DATA IN THIS EXERCISE:
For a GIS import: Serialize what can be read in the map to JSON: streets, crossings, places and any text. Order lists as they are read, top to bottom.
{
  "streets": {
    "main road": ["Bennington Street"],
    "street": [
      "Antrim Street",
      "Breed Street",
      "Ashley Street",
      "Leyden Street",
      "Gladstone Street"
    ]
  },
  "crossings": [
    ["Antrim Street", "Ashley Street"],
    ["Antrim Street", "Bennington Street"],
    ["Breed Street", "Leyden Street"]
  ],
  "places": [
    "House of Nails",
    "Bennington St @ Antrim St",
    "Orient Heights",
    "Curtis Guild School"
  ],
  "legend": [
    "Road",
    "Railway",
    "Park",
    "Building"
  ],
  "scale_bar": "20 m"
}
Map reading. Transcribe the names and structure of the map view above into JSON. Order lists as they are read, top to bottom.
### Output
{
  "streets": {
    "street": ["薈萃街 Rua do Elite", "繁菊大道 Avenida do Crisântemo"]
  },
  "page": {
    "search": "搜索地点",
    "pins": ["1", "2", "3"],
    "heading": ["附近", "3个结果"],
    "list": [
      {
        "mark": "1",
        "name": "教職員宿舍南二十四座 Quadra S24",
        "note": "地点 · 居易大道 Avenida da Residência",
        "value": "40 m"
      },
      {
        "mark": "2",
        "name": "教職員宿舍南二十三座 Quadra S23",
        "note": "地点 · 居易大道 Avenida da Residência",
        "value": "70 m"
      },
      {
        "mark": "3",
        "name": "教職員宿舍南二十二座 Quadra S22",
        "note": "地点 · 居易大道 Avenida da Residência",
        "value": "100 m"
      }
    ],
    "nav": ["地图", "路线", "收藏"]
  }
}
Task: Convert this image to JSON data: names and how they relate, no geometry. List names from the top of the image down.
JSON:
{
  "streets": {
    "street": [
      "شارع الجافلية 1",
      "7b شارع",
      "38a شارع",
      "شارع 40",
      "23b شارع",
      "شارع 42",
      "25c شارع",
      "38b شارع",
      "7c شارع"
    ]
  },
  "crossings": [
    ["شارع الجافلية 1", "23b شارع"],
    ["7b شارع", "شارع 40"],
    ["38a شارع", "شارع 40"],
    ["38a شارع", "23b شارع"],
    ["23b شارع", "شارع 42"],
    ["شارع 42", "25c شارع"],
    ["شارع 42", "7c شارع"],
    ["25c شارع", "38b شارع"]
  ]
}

REQUIRED ACTION: All of the material above should be set down again, unaltered.

EXERCISE ANSWER:
For a GIS import: Serialize what can be read in the map to JSON: streets, crossings, places and any text. Order lists as they are read, top to bottom.
{
  "streets": {
    "main road": ["Bennington Street"],
    "street": [
      "Antrim Street",
      "Breed Street",
      "Ashley Street",
      "Leyden Street",
      "Gladstone Street"
    ]
  },
  "crossings": [
    ["Antrim Street", "Ashley Street"],
    ["Antrim Street", "Bennington Street"],
    ["Breed Street", "Leyden Street"]
  ],
  "places": [
    "House of Nails",
    "Bennington St @ Antrim St",
    "Orient Heights",
    "Curtis Guild School"
  ],
  "legend": [
    "Road",
    "Railway",
    "Park",
    "Building"
  ],
  "scale_bar": "20 m"
}
Map reading. Transcribe the names and structure of the map view above into JSON. Order lists as they are read, top to bottom.
### Output
{
  "streets": {
    "street": ["薈萃街 Rua do Elite", "繁菊大道 Avenida do Crisântemo"]
  },
  "page": {
    "search": "搜索地点",
    "pins": ["1", "2", "3"],
    "heading": ["附近", "3个结果"],
    "list": [
      {
        "mark": "1",
        "name": "教職員宿舍南二十四座 Quadra S24",
        "note": "地点 · 居易大道 Avenida da Residência",
        "value": "40 m"
      },
      {
        "mark": "2",
        "name": "教職員宿舍南二十三座 Quadra S23",
        "note": "地点 · 居易大道 Avenida da Residência",
        "value": "70 m"
      },
      {
        "mark": "3",
        "name": "教職員宿舍南二十二座 Quadra S22",
        "note": "地点 · 居易大道 Avenida da Residência",
        "value": "100 m"
      }
    ],
    "nav": ["地图", "路线", "收藏"]
  }
}
Task: Convert this image to JSON data: names and how they relate, no geometry. List names from the top of the image down.
JSON:
{
  "streets": {
    "street": [
      "شارع الجافلية 1",
      "7b شارع",
      "38a شارع",
      "شارع 40",
      "23b شارع",
      "شارع 42",
      "25c شارع",
      "38b شارع",
      "7c شارع"
    ]
  },
  "crossings": [
    ["شارع الجافلية 1", "23b شارع"],
    ["7b شارع", "شارع 40"],
    ["38a شارع", "شارع 40"],
    ["38a شارع", "23b شارع"],
    ["23b شارع", "شارع 42"],
    ["شارع 42", "25c شارع"],
    ["شارع 42", "7c شارع"],
    ["25c شارع", "38b شارع"]
  ]
}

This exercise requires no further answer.